# WHAT THIS TASK INVOLVES
Check every line below for the word "class" and give only the number of lines where it appears.
*** GIVEN ENTRIES Section Begins ***
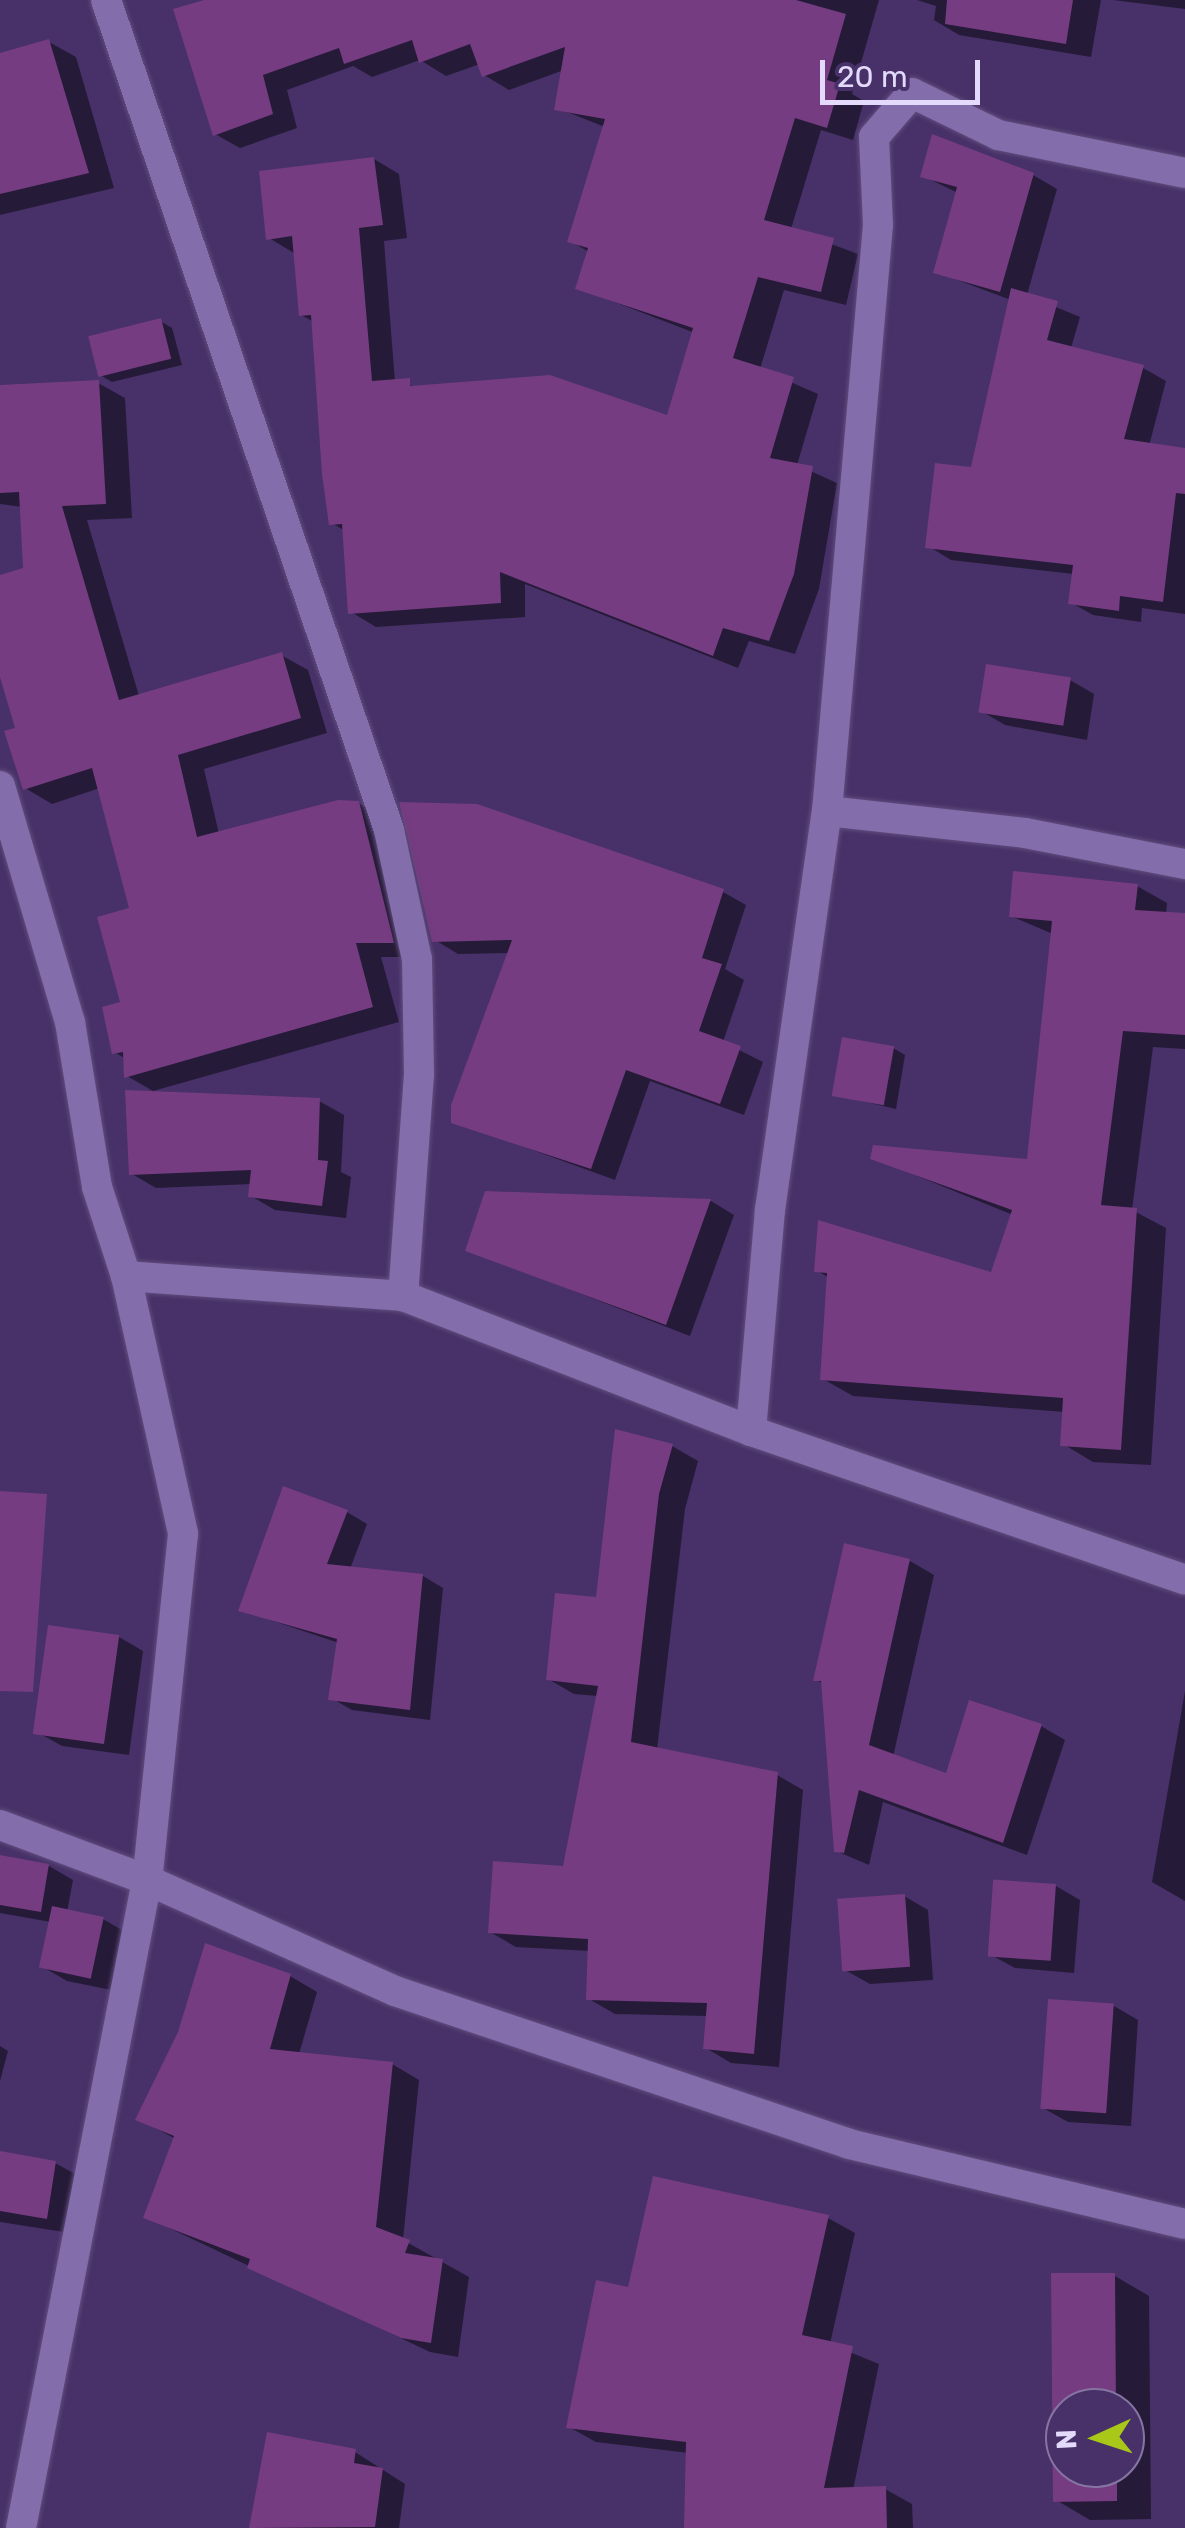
<!DOCTYPE html>
<style>
body{margin:0}
#map{position:relative;width:1185px;height:2528px;overflow:hidden;background:#473168;font-family:Rubik,sans-serif}
div>[style]{position:absolute}
[style*='--x']{left:calc(var(--x)*1px);top:calc(var(--y)*1px);width:calc(var(--w)*1px);rotate:calc(var(--a)*1deg)}
.shadow>*{inset:0;background:#0007}
.building>*{inset:0;background:#753c81;transform-origin:0 0}
.roads{filter:drop-shadow(0 0 2px #614d7d) drop-shadow(0 0 2px #614d7d)}
.minor>*{height:30px;margin:-15px;padding:0 15px;transform-origin:15px;border-radius:15px;background:#836daa}
span{translate:-50% -50%;white-space:nowrap;text-align:center;line-height:1.15;-webkit-text-stroke:9px #473168;paint-order:stroke}
.north{position:absolute;left:1045px;top:2388px;width:100px;height:100px;box-sizing:border-box;background:#473168;border:2px solid #8675a3;border-radius:50%;rotate:267deg;font-size:28px;font-weight:700;line-height:40px;text-align:center;color:#e4dafb}
.north::after{content:'';display:block;margin:auto;width:35px;height:45px;background:#a9c719;clip-path:polygon(50% 0,100% 100%,50% 72%,0 100%)}
.scale{position:absolute;left:820px;top:60px;width:160px;height:45px;box-sizing:border-box;border:5px solid #e4dafb;border-top:0;padding-left:12px;font-size:30px;line-height:35px;white-space:nowrap;color:#e4dafb;-webkit-text-stroke:8px #473168;paint-order:stroke}
</style>
<div id="map">
<div class="shadow">
<div style="clip-path:polygon(227px 0,879px 0,852px 94px,864px 101px,853px 140px,821px 130px,791px 229px,858px 254px,846px 305px,784px 290px,760px 369px,818px 394px,797px 465px,837px 483px,819px 589px,795px 654px,749px 641px,738px 668px,525px 584px,525px 617px,376px 627px,351px 612px,345px 531px,332px 523px,314px 322px,301px 315px,294px 253px,269px 238px,374px 159px,399px 174px,407px 238px,384px 241px,395px 382px,422px 388px,669px 418px,695px 333px,578px 288px,589px 252px,570px 241px,605px 127px,557px 108px,564px 70px,509px 90px,484px 75px,480px 64px,446px 76px,420px 60px,372px 77px,353px 66px,287px 90px,297px 128px,240px 148px,215px 134px)"></div>
<div style="clip-path:polygon(917px 0,1101px 0,1091px 57px,959px 35px,934px 20px,936px 6px)"></div>
<div style="clip-path:polygon(1113px 0,1185px 0,1185px 9px)"></div>
<div style="clip-path:polygon(49px 42px,76px 57px,114px 188px,0 215px,0 55px)"></div>
<div style="clip-path:polygon(1033px 175px,1057px 189px,1027px 295px,1080px 317px,1071px 348px,1143px 368px,1166px 381px,1149px 446px,1185px 451px,1185px 614px,1142px 608px,1141px 622px,1093px 615px,1070px 602px,1074px 574px,951px 560px,928px 546px,973px 470px,1011px 300px,936px 272px,958px 193px,923px 176px)"></div>
<div style="clip-path:polygon(160px 321px,172px 328px,182px 365px,112px 382px,100px 375px)"></div>
<div style="clip-path:polygon(98px 383px,125px 398px,132px 518px,87px 520px,139px 696px,281px 655px,308px 670px,327px 733px,204px 769px,219px 834px,358px 803px,386px 819px,420px 957px,381px 957px,399px 1022px,153px 1091px,127px 1076px,126px 1059px,114px 1052px,133px 910px,100px 788px,52px 804px,25px 788px,18px 730px,0 668px,0 578px,25px 570px,22px 507px,0 504px,0 387px)"></div>
<div style="clip-path:polygon(1070px 680px,1094px 694px,1087px 740px,1005px 725px,981px 711px)"></div>
<div style="clip-path:polygon(1137px 886px,1167px 903px,1166px 914px,1185px 916px,1185px 1049px,1153px 1047px,1132px 1210px,1166px 1228px,1151px 1465px,1093px 1462px,1063px 1444px,1065px 1412px,853px 1396px,823px 1379px,829px 1278px,816px 1270px,993px 1276px,1013px 1215px,873px 1158px,1029px 1161px,1053px 934px,1011px 916px)"></div>
<div style="clip-path:polygon(723px 892px,746px 905px,725px 969px,744px 980px,723px 1042px,763px 1062px,744px 1115px,650px 1081px,615px 1180px,453px 1121px,510px 953px,458px 954px,435px 940px)"></div>
<div style="clip-path:polygon(893px 1048px,905px 1055px,896px 1109px,836px 1095px)"></div>
<div style="clip-path:polygon(319px 1101px,344px 1115px,341px 1172px,351px 1177px,346px 1218px,275px 1210px,251px 1196px,252px 1184px,156px 1188px,132px 1174px)"></div>
<div style="clip-path:polygon(487px 1193px,711px 1201px,734px 1215px,690px 1336px,468px 1250px)"></div>
<div style="clip-path:polygon(672px 1446px,698px 1461px,685px 1509px,657px 1750px,777px 1775px,803px 1790px,779px 2067px,731px 2063px,706px 2048px,708px 2016px,615px 2014px,589px 1999px,590px 1951px,516px 1947px,490px 1932px,565px 1869px,598px 1696px,574px 1694px,548px 1679px,598px 1600px)"></div>
<div style="clip-path:polygon(347px 1512px,367px 1524px,350px 1569px,423px 1576px,443px 1588px,430px 1720px,352px 1710px,331px 1698px,339px 1643px,241px 1610px)"></div>
<div style="clip-path:polygon(910px 1561px,934px 1575px,893px 1757px,947px 1777px,1041px 1726px,1065px 1740px,1027px 1855px,883px 1802px,869px 1865px,836px 1851px,824px 1684px,816px 1680px)"></div>
<div style="clip-path:polygon(119px 1637px,143px 1651px,129px 1755px,62px 1746px,37px 1732px)"></div>
<div style="clip-path:polygon(1185px 1691px,1185px 1901px,1152px 1882px)"></div>
<div style="clip-path:polygon(0 1857px,49px 1866px,73px 1880px,67px 1912px,103px 1919px,127px 1933px,116px 1991px,67px 1981px,43px 1967px,51px 1922px,0 1913px)"></div>
<div style="clip-path:polygon(1056px 1886px,1080px 1900px,1074px 1973px,1015px 1968px,991px 1955px)"></div>
<div style="clip-path:polygon(904px 1896px,928px 1910px,933px 1980px,870px 1984px,845px 1970px)"></div>
<div style="clip-path:polygon(290px 1976px,317px 1992px,299px 2054px,392px 2064px,419px 2080px,403px 2240px,469px 2277px,458px 2357px,430px 2352px,146px 2217px,176px 2139px,138px 2119px)"></div>
<div style="clip-path:polygon(1114px 2006px,1138px 2020px,1131px 2126px,1068px 2122px,1043px 2108px)"></div>
<div style="clip-path:polygon(0 2046px,8px 2051px,0 2081px)"></div>
<div style="clip-path:polygon(0 2154px,55px 2163px,86px 2180px,77px 2234px,0 2222px)"></div>
<div style="clip-path:polygon(828px 2218px,855px 2233px,830px 2344px,879px 2364px,853px 2490px,885px 2489px,912px 2504px,913px 2528px,686px 2528px,689px 2453px,596px 2442px,569px 2427px,630px 2290px)"></div>
<div style="clip-path:polygon(evenodd,1054px 2276px,1115px 2276px,1149px 2296px,1151px 2519px,1090px 2520px,1056px 2500px,1054px 2276px,1065px 2408px,1125px 2408px,1125px 2468px,1065px 2468px,1065px 2408px)"></div>
<div style="clip-path:polygon(269px 2435px,355px 2452px,405px 2484px,399px 2528px,252px 2528px)"></div>
</div>
<div class="building">
<div style="clip-path:polygon(204px 0,796px 0,846px 14px,827px 80px,840px 84px,827px 128px,795px 118px,764px 220px,834px 238px,821px 292px,758px 277px,733px 358px,794px 377px,770px 458px,813px 466px,794px 574px,769px 641px,723px 628px,713px 656px,500px 572px,501px 603px,348px 614px,342px 524px,329px 525px,322px 474px,311px 315px,299px 316px,292px 236px,266px 240px,259px 171px,374px 157px,383px 225px,359px 228px,372px 381px,410px 378px,410px 386px,550px 375px,667px 415px,693px 328px,575px 289px,588px 248px,567px 242px,605px 119px,554px 110px,565px 47px,482px 77px,470px 44px,419px 63px,412px 40px,344px 64px,339px 48px,263px 75px,273px 114px,213px 136px,173px 9px)"></div>
<div style="clip-path:polygon(947px 0,1073px 0,1066px 44px,945px 24px)"></div>
<div style="clip-path:polygon(49px 39px,89px 173px,0 194px,0 53px)"></div>
<div style="clip-path:polygon(932px 134px,1034px 173px,1000px 292px,933px 273px,957px 187px,920px 177px)"></div>
<div style="clip-path:polygon(1011px 288px,1058px 301px,1047px 340px,1144px 365px,1124px 439px,1185px 448px,1185px 494px,1176px 493px,1163px 602px,1120px 596px,1119px 611px,1068px 604px,1073px 565px,925px 548px,935px 463px,971px 467px)"></div>
<div style="left:161px;top:318px;width:42px;height:75px;rotate:76deg"></div>
<div style="clip-path:polygon(99px 380px,106px 504px,62px 506px,119px 700px,282px 652px,301px 718px,178px 755px,197px 837px,338px 800px,359px 801px,394px 943px,356px 943px,373px 1007px,124px 1078px,123px 1052px,112px 1054px,102px 1007px,120px 1002px,97px 917px,129px 908px,92px 768px,23px 790px,4px 731px,15px 728px,0 677px,0 575px,23px 568px,19px 492px,0 493px,0 385px)"></div>
<div style="left:986px;top:664px;width:86px;height:49px;rotate:9deg"></div>
<div style="clip-path:polygon(399px 802px,477px 804px,724px 889px,702px 958px,722px 964px,699px 1031px,741px 1046px,720px 1104px,626px 1070px,591px 1169px,451px 1123px,451px 1105px,512px 940px,432px 942px)"></div>
<div style="clip-path:polygon(1013px 871px,1138px 884px,1135px 910px,1185px 913px,1185px 1035px,1123px 1031px,1101px 1205px,1137px 1208px,1121px 1450px,1060px 1446px,1063px 1398px,820px 1380px,827px 1273px,814px 1272px,818px 1220px,991px 1272px,1012px 1210px,870px 1159px,873px 1145px,1027px 1159px,1052px 921px,1009px 917px)"></div>
<div style="left:842px;top:1037px;width:53px;height:60px;rotate:10deg"></div>
<div style="clip-path:polygon(125px 1090px,320px 1098px,318px 1160px,328px 1161px,322px 1206px,248px 1197px,251px 1170px,129px 1175px)"></div>
<div style="clip-path:polygon(485px 1191px,711px 1199px,666px 1325px,465px 1251px)"></div>
<div style="clip-path:polygon(615px 1429px,673px 1444px,659px 1494px,631px 1742px,778px 1772px,754px 2054px,703px 2049px,707px 2003px,586px 2000px,588px 1939px,488px 1933px,493px 1861px,563px 1866px,598px 1686px,546px 1680px,555px 1593px,596px 1597px)"></div>
<div style="clip-path:polygon(283px 1486px,348px 1510px,327px 1564px,423px 1574px,410px 1710px,328px 1700px,337px 1639px,238px 1611px)"></div>
<div style="clip-path:polygon(0 1491px,47px 1494px,33px 1692px,0 1691px)"></div>
<div style="clip-path:polygon(844px 1543px,910px 1559px,869px 1745px,946px 1773px,969px 1700px,1042px 1724px,1003px 1843px,859px 1790px,844px 1853px,834px 1852px,821px 1681px,813px 1681px)"></div>
<div style="left:48px;top:1625px;width:72px;height:110px;rotate:8deg"></div>
<div style="clip-path:polygon(0 1855px,49px 1864px,41px 1912px,0 1905px)"></div>
<div style="left:1056px;top:1884px;width:77px;height:63px;rotate:94deg"></div>
<div style="left:905px;top:1894px;width:73px;height:68px;rotate:86deg"></div>
<div style="left:52px;top:1906px;width:53px;height:63px;rotate:12deg"></div>
<div style="clip-path:polygon(205px 1943px,291px 1974px,270px 2049px,393px 2062px,376px 2227px,410px 2240px,405px 2253px,443px 2259px,431px 2343px,401px 2338px,247px 2268px,250px 2259px,143px 2218px,174px 2136px,135px 2120px,178px 2032px)"></div>
<div style="left:1048px;top:1999px;width:66px;height:110px;rotate:4deg"></div>
<div style="clip-path:polygon(0 2151px,56px 2161px,47px 2219px,0 2211px)"></div>
<div style="clip-path:polygon(653px 2176px,829px 2215px,802px 2335px,853px 2346px,824px 2488px,886px 2486px,887px 2528px,684px 2528px,686px 2442px,566px 2428px,596px 2280px,628px 2287px)"></div>
<div style="clip-path:polygon(1051px 2273px,1115px 2273px,1116px 2408px,1065px 2408px,1065px 2468px,1117px 2468px,1117px 2501px,1053px 2502px)"></div>
<div style="clip-path:polygon(267px 2432px,356px 2449px,354px 2463px,383px 2468px,375px 2527px,249px 2528px)"></div>
</div>
<div class="roads">
<div class="minor">
<div style="--x:106;--y:0;--w:877;--a:71.17"></div>
<div style="--x:389;--y:830;--w:132;--a:77.8"></div>
<div style="--x:417;--y:959;--w:115;--a:89"></div>
<div style="--x:419;--y:1074;--w:223;--a:94.1"></div>
<div style="--x:0;--y:786;--w:246;--a:73.5"></div>
<div style="--x:70;--y:1022;--w:167;--a:80.7"></div>
<div style="--x:97;--y:1187;--w:94;--a:72"></div>
<div style="--x:126;--y:1276;--w:264;--a:77.5"></div>
<div style="--x:183;--y:1534;--w:348;--a:95.9"></div>
<div style="--x:147;--y:1880;--w:660;--a:101"></div>
<div style="--x:827;--y:811;--w:199;--a:6.3"></div>
<div style="--x:1025;--y:833;--w:163;--a:11"></div>
<div style="--x:126;--y:1276;--w:278;--a:4.1"></div>
<div style="--x:403;--y:1296;--w:373;--a:21.2"></div>
<div style="--x:751;--y:1431;--w:459;--a:18.9"></div>
<div style="--x:751;--y:1431;--w:222;--a:-85.1"></div>
<div style="--x:770;--y:1210;--w:403;--a:-81.9"></div>
<div style="--x:827;--y:811;--w:588;--a:-85.03"></div>
<div style="--x:878;--y:225;--w:88;--a:-92.6"></div>
<div style="--x:874;--y:137;--w:58;--a:-49.2"></div>
<div style="--x:912;--y:93;--w:96;--a:26"></div>
<div style="--x:998;--y:135;--w:191;--a:11.5"></div>
<div style="--x:0;--y:1825;--w:157;--a:20.5"></div>
<div style="--x:147;--y:1880;--w:272;--a:24.1"></div>
<div style="--x:395;--y:1991;--w:479;--a:18.6"></div>
<div style="--x:849;--y:2144;--w:345;--a:13.4"></div>
</div>
</div>
<div class="north">N</div>
<div class="scale">20 m</div>
</div>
*** GIVEN ENTRIES Section Ends ***
# EXERCISE RESULT
6